Of course the Swiss banks, mainly UBS have smarted from losses and bad moves, but we have kept the bail outs in-house. If Europe is such a great idea then I would have expected to have Hungary (an EU member state) bailed out by its European 'partners' not so, the IMF did that.

By the way Herr Steinbruck, my house prices has not gone down 30%, and there are no foreclosure signs in my village.

I would suggest that before the European community starts being tough guys with Switzerland they get themselves into a position where corruption is routed out of the EU Commission, that the EU actually creates a regulatory system that works rather than just fleecing its members, that politicians stop taking money from the banks they are supposed to oversee and that governments create a workable tax system that doesn't tax the life out of its citizens, perhaps then they will not seek out 'tax havens'.

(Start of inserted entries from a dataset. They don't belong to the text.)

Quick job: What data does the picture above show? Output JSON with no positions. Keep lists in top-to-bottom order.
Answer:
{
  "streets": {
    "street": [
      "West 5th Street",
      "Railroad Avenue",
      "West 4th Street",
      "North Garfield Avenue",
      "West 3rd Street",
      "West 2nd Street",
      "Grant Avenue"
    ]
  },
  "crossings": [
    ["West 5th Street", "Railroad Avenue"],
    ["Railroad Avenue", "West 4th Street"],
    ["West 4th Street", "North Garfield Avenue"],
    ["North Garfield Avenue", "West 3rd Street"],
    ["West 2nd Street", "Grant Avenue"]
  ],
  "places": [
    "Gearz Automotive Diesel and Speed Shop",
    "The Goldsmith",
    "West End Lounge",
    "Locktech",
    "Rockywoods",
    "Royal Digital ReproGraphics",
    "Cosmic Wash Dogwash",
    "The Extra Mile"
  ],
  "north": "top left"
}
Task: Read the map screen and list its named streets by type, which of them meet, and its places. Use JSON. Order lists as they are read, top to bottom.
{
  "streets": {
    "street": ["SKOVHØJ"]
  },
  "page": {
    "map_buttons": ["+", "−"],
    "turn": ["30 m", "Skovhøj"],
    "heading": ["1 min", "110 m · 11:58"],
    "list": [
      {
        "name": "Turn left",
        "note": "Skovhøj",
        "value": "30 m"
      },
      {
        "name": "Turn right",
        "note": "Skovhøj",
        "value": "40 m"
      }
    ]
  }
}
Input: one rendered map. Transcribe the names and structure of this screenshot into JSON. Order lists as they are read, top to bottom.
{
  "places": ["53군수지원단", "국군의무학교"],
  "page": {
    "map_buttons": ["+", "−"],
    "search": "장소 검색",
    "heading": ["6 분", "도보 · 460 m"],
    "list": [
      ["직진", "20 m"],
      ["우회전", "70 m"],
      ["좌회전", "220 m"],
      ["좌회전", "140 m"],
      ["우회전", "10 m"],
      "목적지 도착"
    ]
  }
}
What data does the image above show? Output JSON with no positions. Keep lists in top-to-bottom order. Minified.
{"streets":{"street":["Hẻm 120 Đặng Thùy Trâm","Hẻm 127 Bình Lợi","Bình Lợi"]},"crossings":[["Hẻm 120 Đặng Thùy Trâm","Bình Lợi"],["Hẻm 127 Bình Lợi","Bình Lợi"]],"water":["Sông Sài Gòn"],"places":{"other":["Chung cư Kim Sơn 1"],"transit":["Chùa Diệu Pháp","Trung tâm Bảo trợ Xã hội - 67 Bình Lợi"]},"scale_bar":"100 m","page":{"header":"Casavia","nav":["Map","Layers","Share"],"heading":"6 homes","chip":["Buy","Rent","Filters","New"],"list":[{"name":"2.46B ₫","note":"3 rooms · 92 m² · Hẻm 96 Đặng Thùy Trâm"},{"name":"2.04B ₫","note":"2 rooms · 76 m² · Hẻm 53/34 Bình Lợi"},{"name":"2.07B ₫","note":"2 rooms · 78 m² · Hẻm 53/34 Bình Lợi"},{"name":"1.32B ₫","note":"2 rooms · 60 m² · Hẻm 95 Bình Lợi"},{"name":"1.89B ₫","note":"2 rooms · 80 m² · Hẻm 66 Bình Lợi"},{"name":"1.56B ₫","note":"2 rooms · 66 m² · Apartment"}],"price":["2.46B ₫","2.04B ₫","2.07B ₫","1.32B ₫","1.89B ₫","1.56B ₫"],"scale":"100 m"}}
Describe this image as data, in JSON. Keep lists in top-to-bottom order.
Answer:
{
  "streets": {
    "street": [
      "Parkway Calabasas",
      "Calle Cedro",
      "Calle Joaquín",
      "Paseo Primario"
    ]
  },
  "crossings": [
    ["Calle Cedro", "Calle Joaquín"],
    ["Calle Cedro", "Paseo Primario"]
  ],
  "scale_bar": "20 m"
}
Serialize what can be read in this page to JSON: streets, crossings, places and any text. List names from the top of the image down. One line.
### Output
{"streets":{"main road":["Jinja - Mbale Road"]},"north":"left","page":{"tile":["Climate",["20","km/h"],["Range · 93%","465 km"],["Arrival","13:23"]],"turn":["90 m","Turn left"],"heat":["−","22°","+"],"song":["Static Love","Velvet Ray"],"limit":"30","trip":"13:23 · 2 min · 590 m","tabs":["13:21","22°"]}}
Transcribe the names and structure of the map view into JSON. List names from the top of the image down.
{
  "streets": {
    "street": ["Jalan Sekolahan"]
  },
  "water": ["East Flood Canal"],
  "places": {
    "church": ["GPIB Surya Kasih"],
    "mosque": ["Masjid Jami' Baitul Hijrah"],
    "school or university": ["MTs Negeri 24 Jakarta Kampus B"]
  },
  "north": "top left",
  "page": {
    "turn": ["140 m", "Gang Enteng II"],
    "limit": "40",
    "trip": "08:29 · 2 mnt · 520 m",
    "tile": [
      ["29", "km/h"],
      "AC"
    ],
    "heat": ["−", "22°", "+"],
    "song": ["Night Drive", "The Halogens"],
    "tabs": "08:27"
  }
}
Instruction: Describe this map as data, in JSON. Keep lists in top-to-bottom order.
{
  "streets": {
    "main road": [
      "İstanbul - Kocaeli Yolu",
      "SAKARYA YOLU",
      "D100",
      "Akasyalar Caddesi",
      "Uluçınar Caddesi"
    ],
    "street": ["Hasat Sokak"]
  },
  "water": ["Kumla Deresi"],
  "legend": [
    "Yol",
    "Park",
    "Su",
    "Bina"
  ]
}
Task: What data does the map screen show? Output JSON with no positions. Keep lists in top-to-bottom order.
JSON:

The whole EU community should take a long hard look at the way Switzerland runs its affairs. We have true democracy here with referendum on pretty much everything, we have a firm but fair regulatory system that protects against systemic risk.

The EU may also want to consider the rule here that if a lender is found to have not done sufficient investigation into the ability of the borrower to repay the loan, then the lender becomes liable.

This simple ruling adopted by the loud mouthed politicians in the EU scrambling to blame everyone else, would have killed this current crisis before it even started.

When Houdini was performing his tricks he said the essence of magic was misdirection, get your 'mark' to concentrate on something else while you performed your 'magic'. This is a classic case of misdirection. Blame the tax havens for your problems so they won't notice you trying to shovel away the excrement you have left on your own doorstep.

Thanks Herr Steinbruck, for your opinions, but next time we want them we will ask... just don't hold your breath.

2 comments:

Anonymous said...

Very interesting take on the state of European business. Found your article on Digg. Can't we all just get along and make money?

Asset Manager said...

Hi Alex

Thanks for your comment. I couldn't agree more with your sentiment.

My problem with the EU is that it is beginning to act as if it has the solution to all our problems when, clearly, it needs to sort its own problems first.

Switzerland voted to stay out of Europe and that vote should be respected. But is seems that certain politicians cannot accept that anyone would not want to be part of Europe and attacks wherever it can, the low hanging fruit is the tax issue of course.

Politicians have been happy to spout on about globalisation and 'free trade' but it appears that this is OK as long as the competition is on their terms.

Tax is just another competitive element in fiscal policy, if the EU can't compete on this then they should accept it and move on.